Heimstaden ehf. is the largest residential real estate company in Iceland with appr. 1,625 homes and ongoing projects of 41 units, located primarily in Reykjavik and its surrounding areas. As of June 30, 2023, its property book value stands at approximately SEK 6.0 billion (ISK 75.4 billion).
In 2021, Heimstaden AB acquired Heimstaden ehf. from Fredensborg AS, achieving an annualised return on investment of appr. 18% post-acquisition, corresponding to an accounting profit of SEK 0,6 billion for the parent company upon realisation (consolidated accounting loss of SEK 0.4 billion).
The purchase price paid upon closing of the transaction amounts to ISK 18.7 billion (appr. SEK 1.5 billion). A further deferred purchase price in the range ISK 10.9 -12.1 billion (appr. SEK 0.87-0.97 billion) will be paid when Fredensborg AS has completed the exit strategy of Heimstaden ehf., as initiated by Heimstaden AB. In addition, the purchase price mechanism includes a performance based earn out element based on the total consideration received by Fredensborg AS at an exit from Heimstaden ehf. If the exit strategy isn't completed within 36 months after closing and the deferred purchase price remains unsettled, Heimstaden AB can, under specific conditions, request a transaction reversal.
The divestment follows the communicated strategy to continue the deleveraging of Heimstaden AB and the proceeds will be used for liability management purposes.
"The sale of Heimstaden’s Icelandic portfolio offers an attractive opportunity to accelerate our exit from the Icelandic market, advance our deleveraging, and capture a significant portion of the ongoing exit strategy's upside," says CEO Helge Krogsbøl.
Related-Party Transaction
Heimstaden AB is to comply with best practice on the stock market, inter alia meaning that some related party transactions must be approved by the general meeting. In statement 2023:45 concerning this transaction, the Swedish Securities Council has stated that it is compliant with best practice on the stock market for the board in Heimstaden AB to resolve on a potential transaction with Fredensborg AS, provided that Heimstaden AB, in conjunction with the transaction, publishes a statement of the acquisition in accordance with Chapter 16 a, Section 7, second paragraph of the Swedish Companies Act, including a fairness opinion prepared by an independent expert regarding the transaction.

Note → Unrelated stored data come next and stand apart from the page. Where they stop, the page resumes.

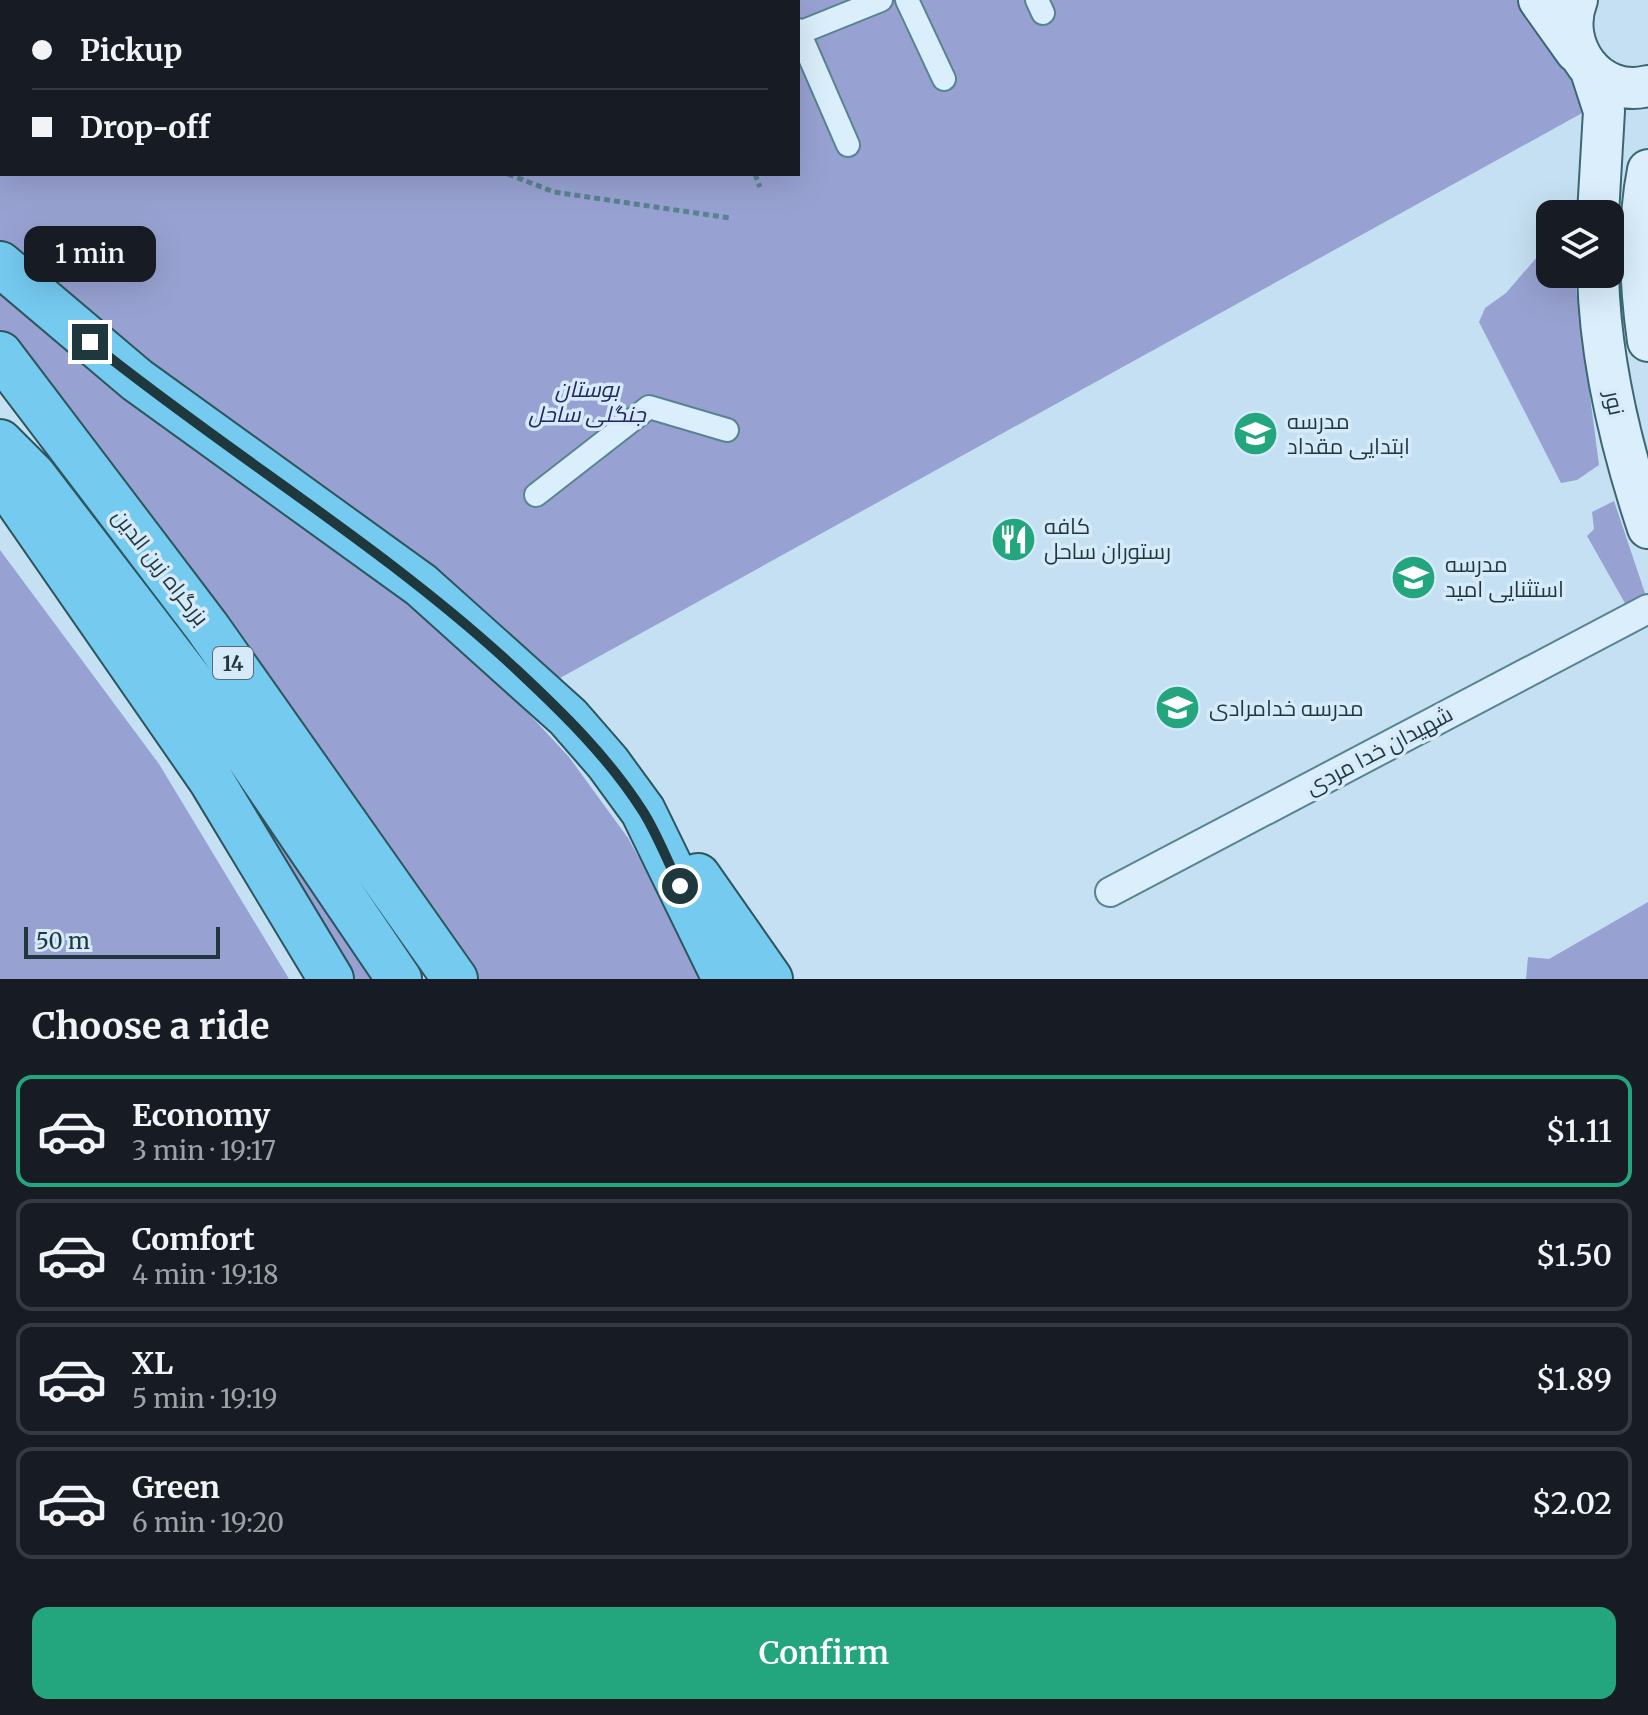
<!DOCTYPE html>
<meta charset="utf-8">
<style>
:root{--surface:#171b24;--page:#242831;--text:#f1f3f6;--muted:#9ea1a6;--line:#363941;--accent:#23a57d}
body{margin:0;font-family:Merriweather,Cairo,serif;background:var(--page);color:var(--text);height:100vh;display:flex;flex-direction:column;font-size:30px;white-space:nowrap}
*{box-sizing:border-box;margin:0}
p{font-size:26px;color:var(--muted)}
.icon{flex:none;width:44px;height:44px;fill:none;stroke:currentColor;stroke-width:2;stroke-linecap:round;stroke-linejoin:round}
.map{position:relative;height:979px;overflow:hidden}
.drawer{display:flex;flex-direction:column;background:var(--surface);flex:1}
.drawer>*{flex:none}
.top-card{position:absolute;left:0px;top:0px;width:800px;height:176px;box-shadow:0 8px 32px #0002;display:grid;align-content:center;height:176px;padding:0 32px;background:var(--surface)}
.controls{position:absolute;left:1536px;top:200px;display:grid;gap:16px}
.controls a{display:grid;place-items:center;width:88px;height:88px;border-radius:16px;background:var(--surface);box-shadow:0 8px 32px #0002;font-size:40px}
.scale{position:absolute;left:24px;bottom:20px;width:196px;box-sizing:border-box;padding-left:8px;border:4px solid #1e383e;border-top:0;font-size:22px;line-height:28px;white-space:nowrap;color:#1e383e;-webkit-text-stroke:6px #d6eaf9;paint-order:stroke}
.end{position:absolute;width:36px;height:36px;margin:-18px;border:10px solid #1e383e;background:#fff;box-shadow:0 0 0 4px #fff}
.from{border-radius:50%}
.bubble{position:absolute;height:56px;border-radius:16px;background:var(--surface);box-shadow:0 8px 32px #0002;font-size:26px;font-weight:600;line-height:56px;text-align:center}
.top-card b{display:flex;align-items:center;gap:28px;height:76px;font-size:30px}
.top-card b+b{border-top:2px solid var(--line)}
.top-card i{width:20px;height:20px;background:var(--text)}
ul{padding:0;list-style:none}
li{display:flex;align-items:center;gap:24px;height:112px;margin:0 16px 12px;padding:0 16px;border:4px solid var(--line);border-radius:16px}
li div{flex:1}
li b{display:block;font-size:30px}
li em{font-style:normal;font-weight:600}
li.current{border-color:var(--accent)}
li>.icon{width:72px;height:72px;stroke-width:1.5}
h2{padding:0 32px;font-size:36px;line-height:96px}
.primary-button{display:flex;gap:16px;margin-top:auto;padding:16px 32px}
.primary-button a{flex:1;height:92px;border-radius:16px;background:var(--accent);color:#fff;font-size:32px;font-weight:600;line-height:92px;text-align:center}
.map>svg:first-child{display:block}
.green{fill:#98a2d2;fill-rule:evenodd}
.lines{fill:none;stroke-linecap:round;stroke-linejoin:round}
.pedestrian-casing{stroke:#598390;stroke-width:26}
.minor-casing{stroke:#598390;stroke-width:32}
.secondary-casing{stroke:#3c6772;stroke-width:44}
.trunk-casing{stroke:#2d555d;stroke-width:48}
.path{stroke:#598390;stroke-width:5;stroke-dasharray:6 4;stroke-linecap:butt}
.pedestrian{stroke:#daeefc;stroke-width:22}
.minor{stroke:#daeefc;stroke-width:28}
.secondary{stroke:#daeefc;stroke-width:40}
.trunk{stroke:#75caf0;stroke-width:44}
.route{stroke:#1e383e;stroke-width:10}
.labels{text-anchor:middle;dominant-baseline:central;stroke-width:7;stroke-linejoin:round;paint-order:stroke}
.shield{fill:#d6eaf9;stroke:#556d76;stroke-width:2}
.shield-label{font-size:20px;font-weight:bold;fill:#1e383e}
.park-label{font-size:22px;font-style:italic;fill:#23255d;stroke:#d6eaf9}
.street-label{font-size:22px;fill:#1e383e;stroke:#d6eaf9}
.poi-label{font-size:22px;fill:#1e383e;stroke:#d6eaf9;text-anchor:start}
</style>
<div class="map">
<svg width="1648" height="979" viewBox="0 0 1648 979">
<rect width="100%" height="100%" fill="#c5e0f2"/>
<path class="green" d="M0,0H1523L1593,107L560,678L459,592L241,437L0,244ZM2,2H798V174H2Z
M1550,242V274H1574L1599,465L1577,480L1561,483L1479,322L1485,308L1506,293Z
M0,286L364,565L505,688L569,757L628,838L706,979H472L0,331Z
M1614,501L1646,596L1626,605L1587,536L1594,529L1592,512Z
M0,550L159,764L289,979H0Z
M155,660L382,979H353Z
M1648,902V979H1526L1528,957L1549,959Z"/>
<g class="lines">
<defs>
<path id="pedestrian" d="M138,0L139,2
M785,0L786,2
M907,0L944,79
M1037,0L1043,13
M198,2L204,0
M798,30L848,145
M799,33L881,0
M0,152L2,151
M536,495L649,407L727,430"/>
<path id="minor" d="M1110,892L1648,609"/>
<path id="secondary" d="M1539,0L1576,52
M1577,0C1559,45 1597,99 1648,86
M1591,71L1604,111L1598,214
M1648,170C1637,226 1640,285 1648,341
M1598,274C1600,360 1621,447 1648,528"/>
<path id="trunk" d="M0,264L137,380L421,585L568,717L608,763L643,811L725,979
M0,354L207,627L455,979
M0,442L33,475L241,746L399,979
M10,490L211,780L331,979
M698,876L770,979"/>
</defs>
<use href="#pedestrian" class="pedestrian-casing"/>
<use href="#minor" class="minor-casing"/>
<use href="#secondary" class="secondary-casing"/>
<use href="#trunk" class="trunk-casing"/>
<path class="path" d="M688,0L689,2
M508,174L554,192L730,218
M755,174L760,187"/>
<use href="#pedestrian" class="pedestrian"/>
<use href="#minor" class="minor"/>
<use href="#secondary" class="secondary"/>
<use href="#trunk" class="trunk"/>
</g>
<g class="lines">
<path class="route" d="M90,342C230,455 385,547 517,670C563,713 608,757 642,810C657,833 667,861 680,886"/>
</g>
<defs>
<symbol id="school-disc" viewBox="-11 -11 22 22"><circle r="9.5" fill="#23a57d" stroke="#d6eaf9"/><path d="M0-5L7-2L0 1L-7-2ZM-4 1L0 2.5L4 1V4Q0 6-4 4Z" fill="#fff"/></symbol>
<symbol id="restaurant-disc" viewBox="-11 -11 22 22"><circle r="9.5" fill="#23a57d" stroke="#d6eaf9"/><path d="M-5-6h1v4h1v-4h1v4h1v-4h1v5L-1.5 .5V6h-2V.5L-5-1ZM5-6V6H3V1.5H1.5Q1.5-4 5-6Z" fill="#fff"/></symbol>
</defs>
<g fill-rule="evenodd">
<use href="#school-disc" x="1230" y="408" width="51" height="51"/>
<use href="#restaurant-disc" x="988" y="514" width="51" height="51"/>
<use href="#school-disc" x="1388" y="552" width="51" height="51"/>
<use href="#school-disc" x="1152" y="682" width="51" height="51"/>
</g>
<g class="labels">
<rect class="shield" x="213" y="647" width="40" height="32" rx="6"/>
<g class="shield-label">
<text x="233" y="663">14</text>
</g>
<g class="park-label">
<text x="587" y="389">بوستان<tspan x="587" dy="25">جنگلی ساحل</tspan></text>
</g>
<g class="street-label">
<text transform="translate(1615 403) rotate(78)">نور</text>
<text transform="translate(161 567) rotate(52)">بزرگراه زین الدین</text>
<text transform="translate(1379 750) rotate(-28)">شهیدان خدا مردی</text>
</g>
<g class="poi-label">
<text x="1287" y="421">مدرسه<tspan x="1287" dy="25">ابتدایی مقداد</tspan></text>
<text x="1044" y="526">کافه<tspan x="1044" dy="25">رستوران ساحل</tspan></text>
<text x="1445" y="564">مدرسه<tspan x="1445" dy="25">استثنایی امید</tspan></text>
<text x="1209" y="708">مدرسه خدامرادی</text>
</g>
</g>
</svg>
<div class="controls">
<a><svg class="icon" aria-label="layers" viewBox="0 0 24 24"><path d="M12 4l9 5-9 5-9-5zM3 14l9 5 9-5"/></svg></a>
</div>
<div class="scale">50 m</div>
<i class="end from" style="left:680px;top:886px"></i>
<i class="end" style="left:90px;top:342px"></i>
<div class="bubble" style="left:24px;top:226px;width:132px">1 min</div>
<div class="top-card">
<b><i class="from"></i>Pickup</b>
<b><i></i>Drop-off</b>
</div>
</div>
<section class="drawer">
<h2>Choose a ride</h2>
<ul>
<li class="current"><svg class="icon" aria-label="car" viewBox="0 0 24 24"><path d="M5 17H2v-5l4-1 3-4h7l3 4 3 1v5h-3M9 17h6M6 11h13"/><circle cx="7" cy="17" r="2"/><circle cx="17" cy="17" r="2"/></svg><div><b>Economy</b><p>3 min · 19:17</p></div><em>$1.11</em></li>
<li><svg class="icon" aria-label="car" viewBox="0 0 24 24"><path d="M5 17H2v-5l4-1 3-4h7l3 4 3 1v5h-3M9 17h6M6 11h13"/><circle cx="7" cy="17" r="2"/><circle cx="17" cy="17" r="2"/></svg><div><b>Comfort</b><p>4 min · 19:18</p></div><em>$1.50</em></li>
<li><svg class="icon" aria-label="car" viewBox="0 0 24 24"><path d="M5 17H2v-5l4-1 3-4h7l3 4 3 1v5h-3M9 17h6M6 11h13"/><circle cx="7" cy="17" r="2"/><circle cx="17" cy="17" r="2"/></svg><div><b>XL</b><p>5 min · 19:19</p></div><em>$1.89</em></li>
<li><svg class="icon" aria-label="car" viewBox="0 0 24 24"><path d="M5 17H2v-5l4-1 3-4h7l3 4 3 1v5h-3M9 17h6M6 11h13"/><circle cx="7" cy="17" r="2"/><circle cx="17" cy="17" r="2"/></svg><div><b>Green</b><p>6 min · 19:20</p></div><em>$2.02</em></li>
</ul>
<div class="primary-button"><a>Confirm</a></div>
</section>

Since Fredensborg AS is Heimstaden AB’s largest shareholder, the Board has prepared a statement on the acquisition corresponding to the requirements in the Swedish Companies Act and a fairness opinion on the acquisition has been obtained from KPMG. The Board’s statement and the fairness opinion are available on Heimstaden AB’s website and is attached to this release.